1. What is your overall judicial philosophy?
I decide each case on it own merits according to the rule of law. I defer to the Legislature when it is appropriate to do so. I accord proper deference to precedent. I take my role as an appellate judge very seriously and consider myself to be a guardian of the Constitution.
As our individual rights and liberties are placed in jeopardy by our federal government, the role of our State Supreme Courts has become even more critical to ensure the protections which are Constitutionally guaranteed, including the right to privacy.
2. Which United State Supreme Court Justice, past or present, would you compare your judicial philosophy to?
My role model was the late William Brennan, Jr., Just of the U.S. Supreme Court who is widely regarded as the architect of our civil liberties.
3. Why are you qualified for this position?

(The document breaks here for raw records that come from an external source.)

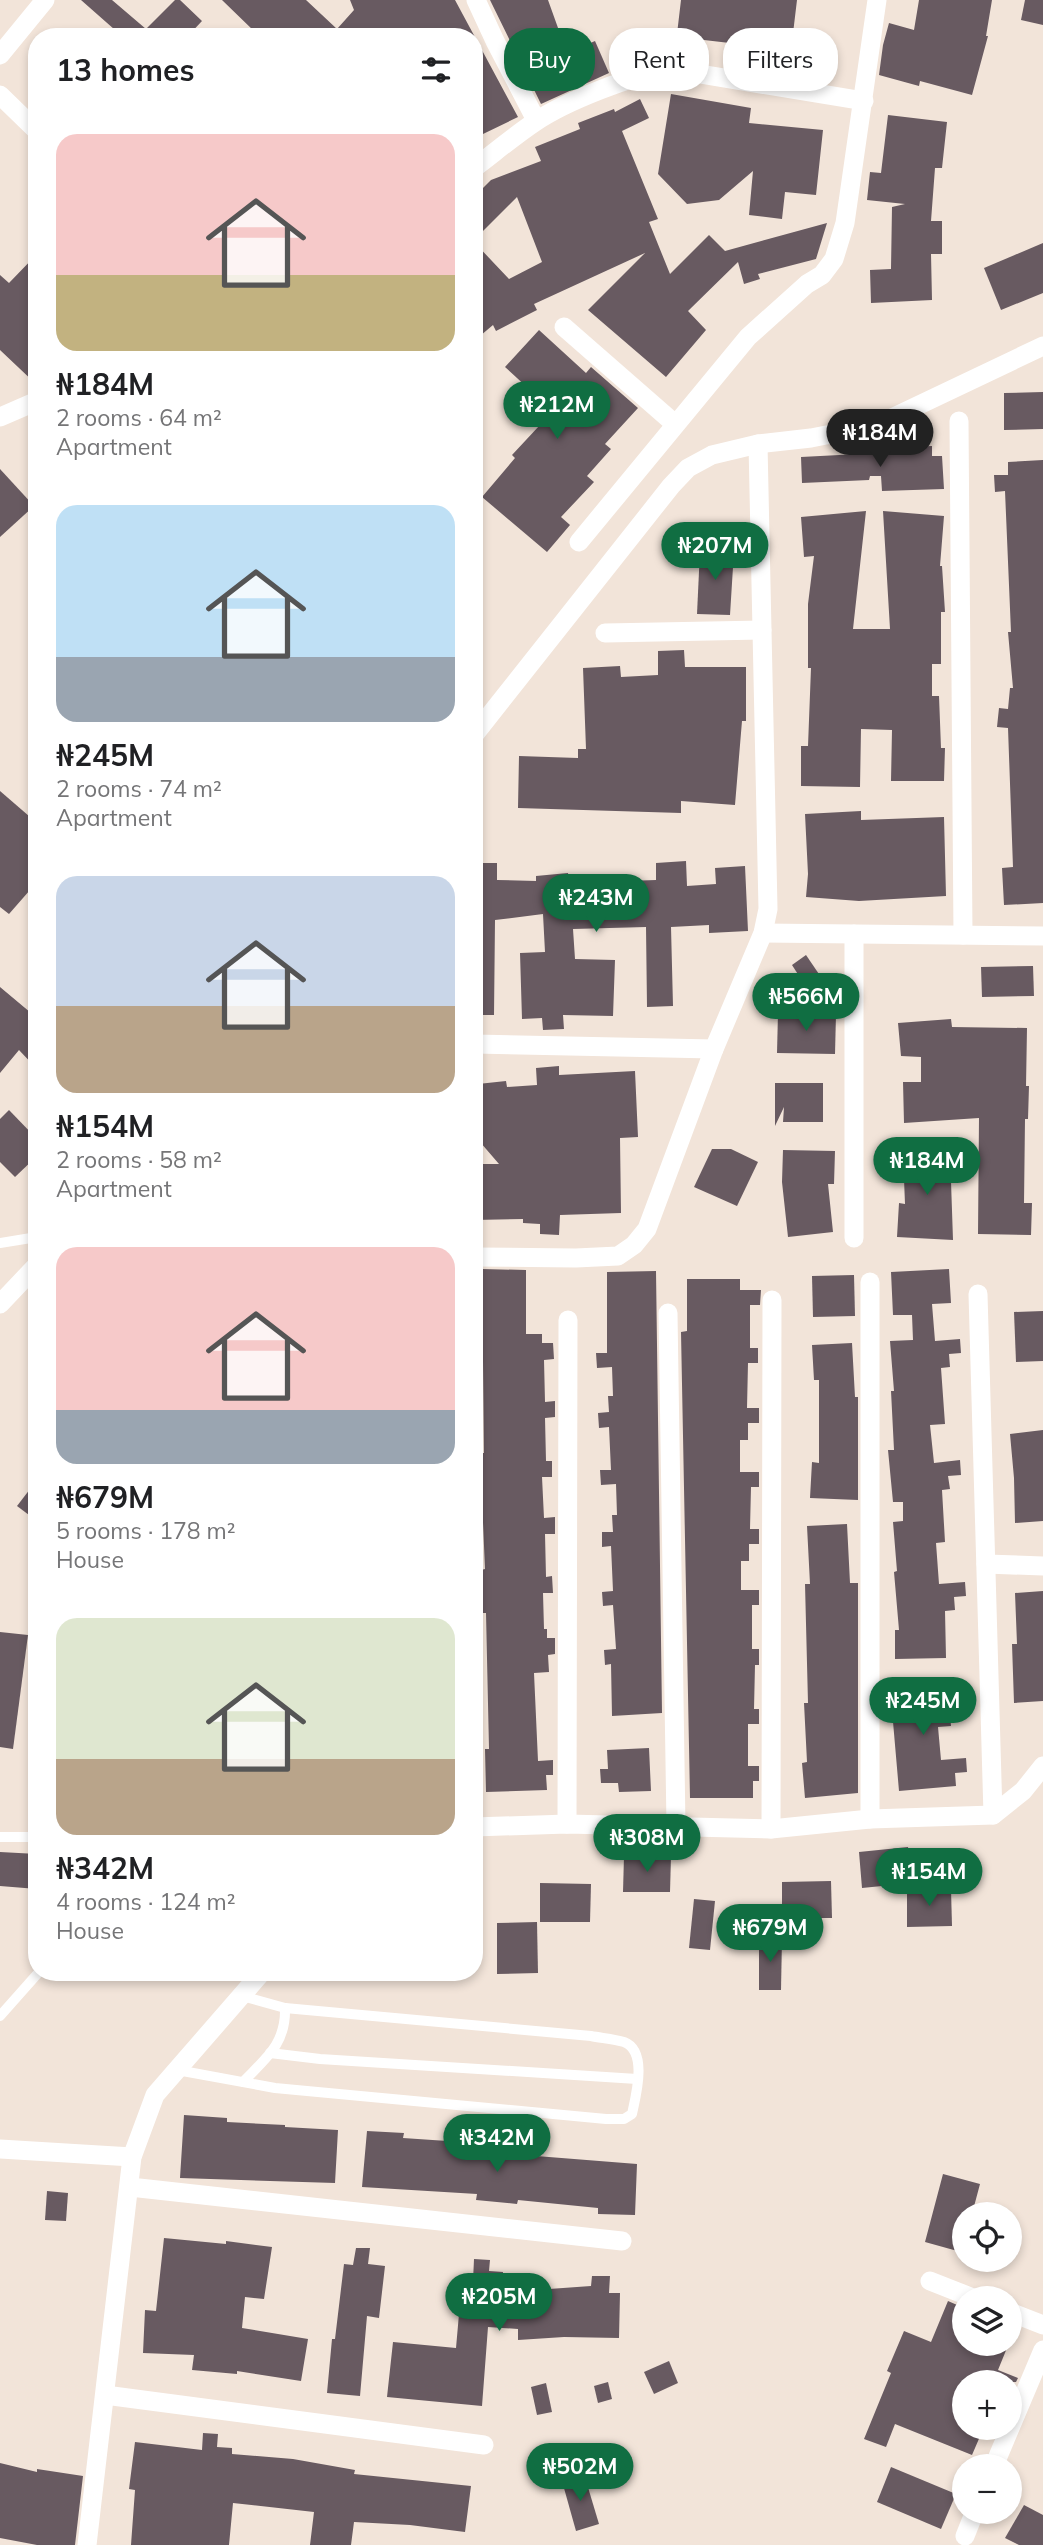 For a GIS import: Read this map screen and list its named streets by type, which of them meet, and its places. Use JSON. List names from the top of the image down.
{
  "page": {
    "chip": ["Buy", "Rent", "Filters"],
    "heading": "13 homes",
    "list": [
      {
        "name": "₦184M",
        "note": "2 rooms · 64 m² · Apartment"
      },
      {
        "name": "₦245M",
        "note": "2 rooms · 74 m² · Apartment"
      },
      {
        "name": "₦154M",
        "note": "2 rooms · 58 m² · Apartment"
      },
      {
        "name": "₦679M",
        "note": "5 rooms · 178 m² · House"
      },
      {
        "name": "₦342M",
        "note": "4 rooms · 124 m² · House"
      }
    ],
    "price": [
      "₦212M",
      "₦184M",
      "₦207M",
      "₦243M",
      "₦566M",
      "₦184M",
      "₦245M",
      "₦308M",
      "₦154M",
      "₦679M",
      "₦342M",
      "₦205M",
      "₦502M"
    ],
    "map_buttons": ["+", "−"]
  }
}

I have over twenty-five years of legal and judicial experience, and I am the only candidate in this race to have earned the L.LM post-doctoral degree in the Judicial Process.

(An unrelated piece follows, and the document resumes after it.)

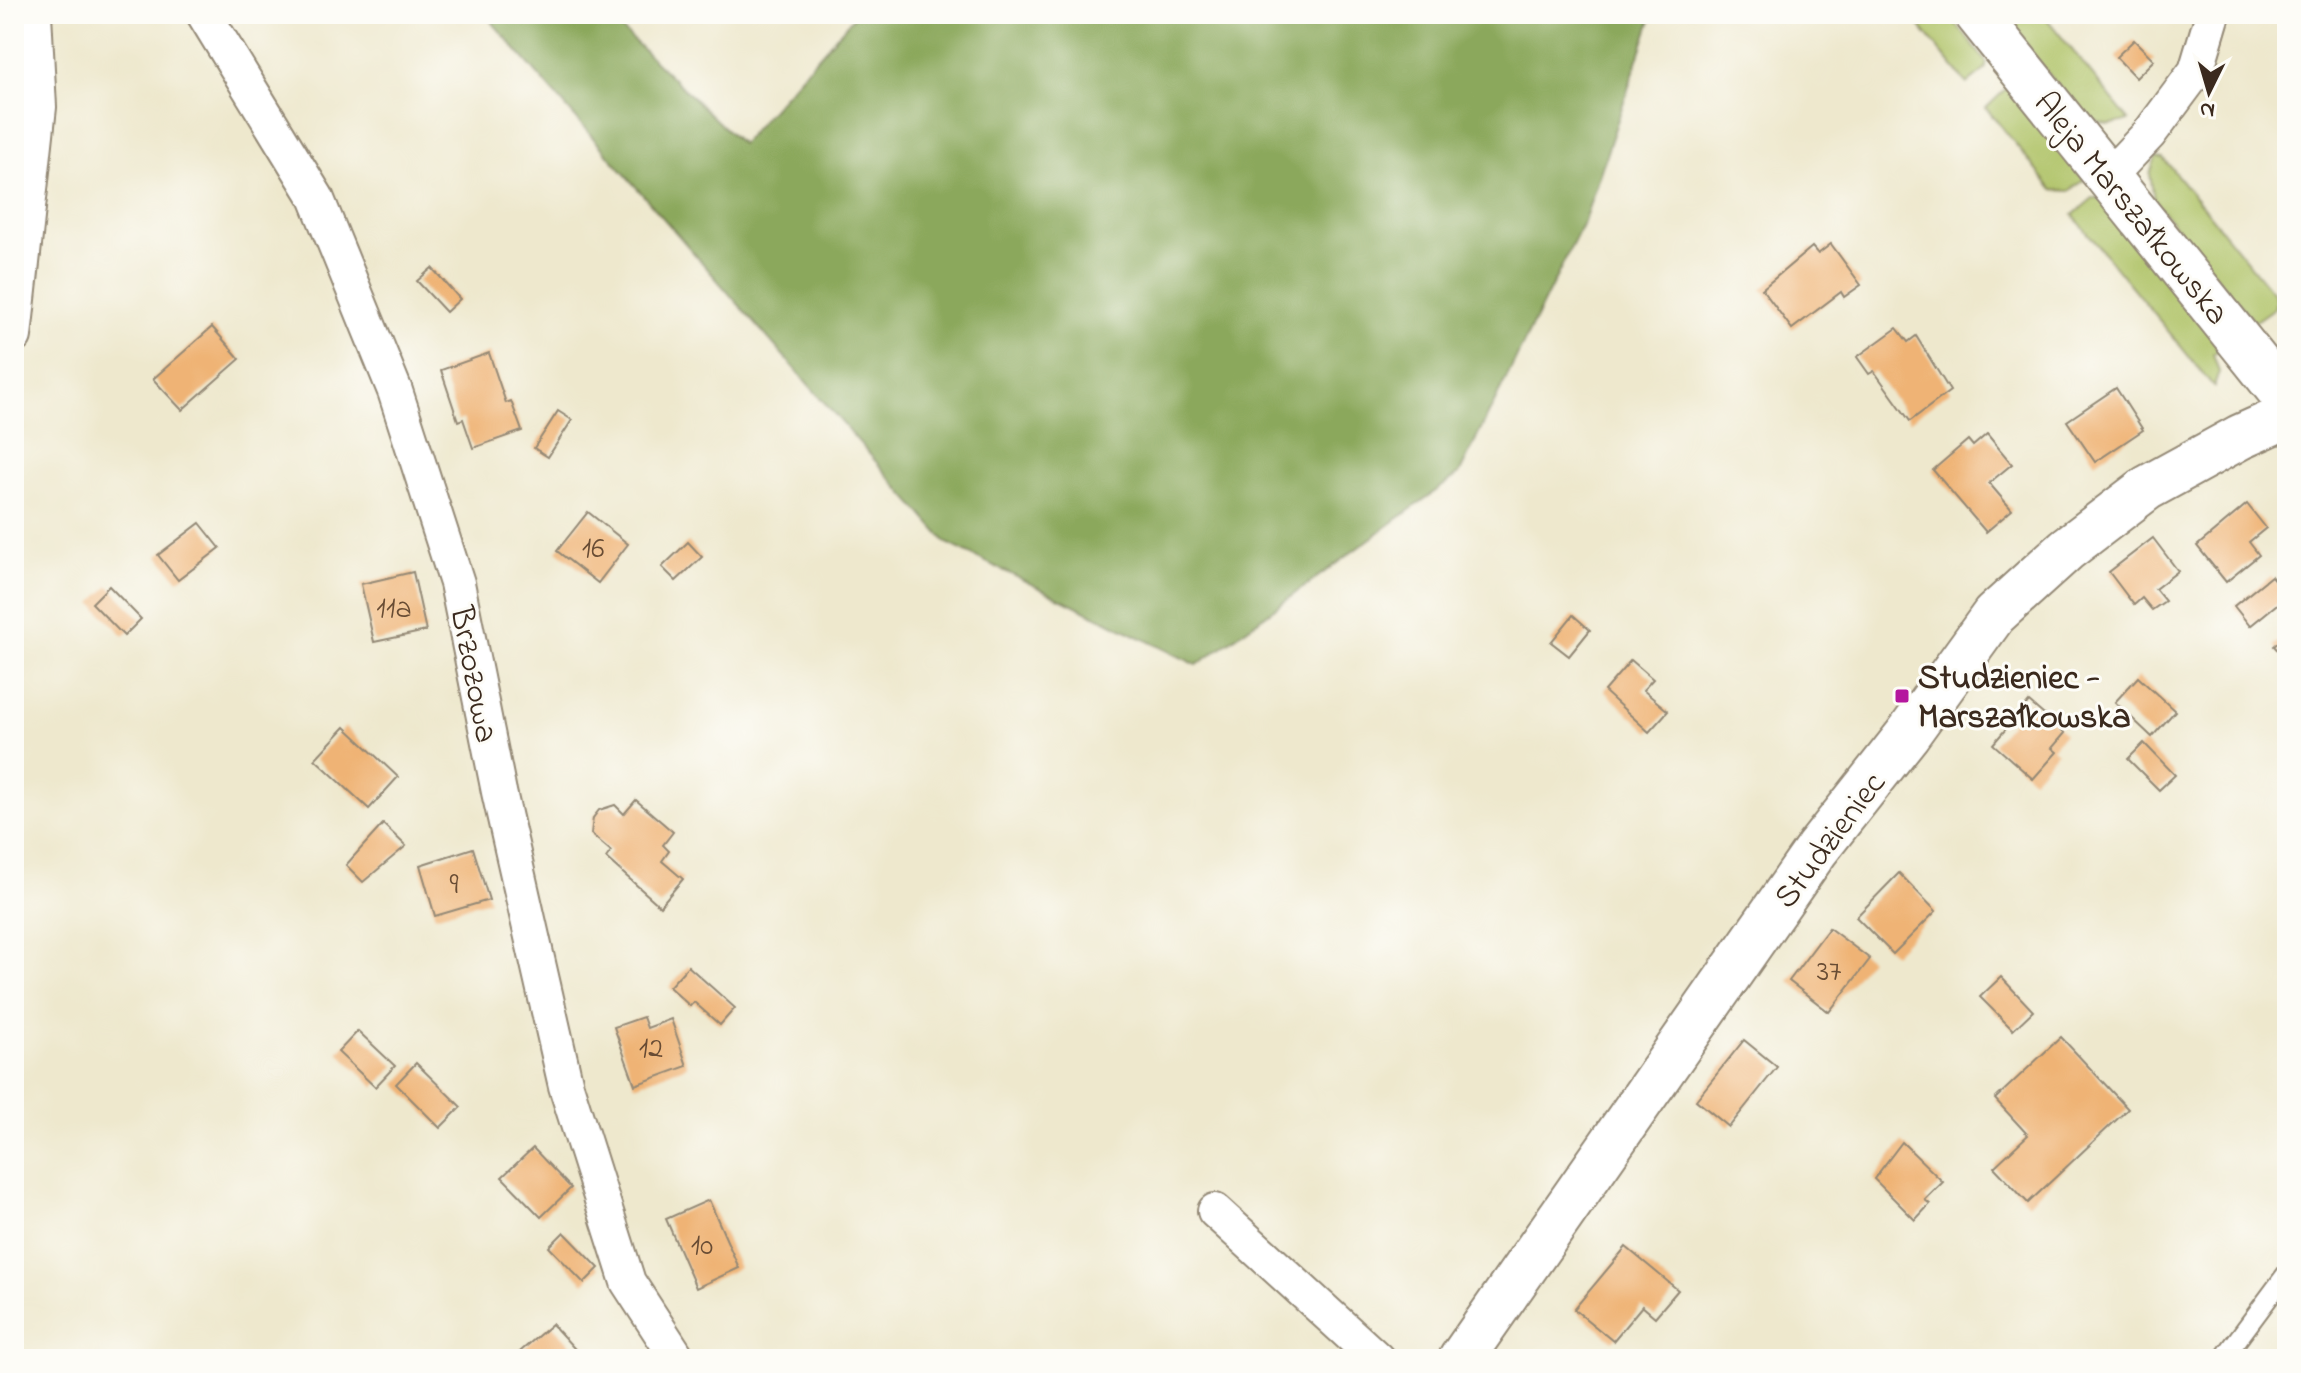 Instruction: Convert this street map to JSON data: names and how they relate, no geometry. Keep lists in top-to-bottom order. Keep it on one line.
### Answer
{"streets":{"street":["Aleja Marszałkowska","Brzozowa","Studzieniec"]},"places":{"transit":["Studzieniec - Marszałkowska"]},"house_numbers":["16","11a","9","37","12","10"],"north":"bottom"}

I was rated "Highly Recommended" to serve on the Supreme Court by both the Pennsylvania Bar Association and the Allegheny Bar Association. The Pennsylvania Bar Association stated that I have "the intellectual ability, personal integrity, strong sense of fairness, and diverse practical and academic experience to serve with distinction on the highest court."
4. What improvements do yo believe could be made to improve the efficiency and effectiveness of the state court system?
The judiciary needs to take affirmative steps to improves its image in the eye of the public, thus restoring trust in the judicial branch of our government.
Just as education is the answer to the challenges facing our Commonwealth's children, it is the answer for most of the challenges facing the Pennsylvania Judiciary. By that, I mean not only educating the members of the judiciary regarding establishing or maintaining a real connection and presence with the public (within the boundaries of the Judicial Code) but also re-educating the public in the fundamental lessons of civics and the roles and limitations of the separate branches of government.
I favor televising Pennsylvania Supreme Court proceedings much as we televise our Superior Court En Banc proceedings on PCN. I believe this is a genuine public service which helps to educate the public and enhance the public image of both lawyers and judges.
5. Do you believe that all citizens have adequate access to legal help and the legal system? If not, what can be done to provide wider and better access?
Public access to the courts is an area which is under constant study by the Pennsylvania Bench and Bar and, indeed, is in need of improvement. A particular segment of society with which I am involved and concerned is our Commonwealth's children. I have conducted extensive research on the subject of child abuse, and published an article in the Penn State (Dickinson School of Law) Law Review: "Sentencing of Adult Offenders in Cases Involving Sexual Abuse of Children: Too Little, Too Late? A View from the Pennsylvania Bench," 109 Penn State L. Rev. 487 (2004).
Our Commonwealth's children deserve to feel safe and secure, particularly in their own homes. They deserve the carefree days of youth. Those of us whose decisions affect the criminal justice system, and whose voices can be heard, must be vigilant in protecting these children, the most vulnerable among us. Our children are entitled to nothing less.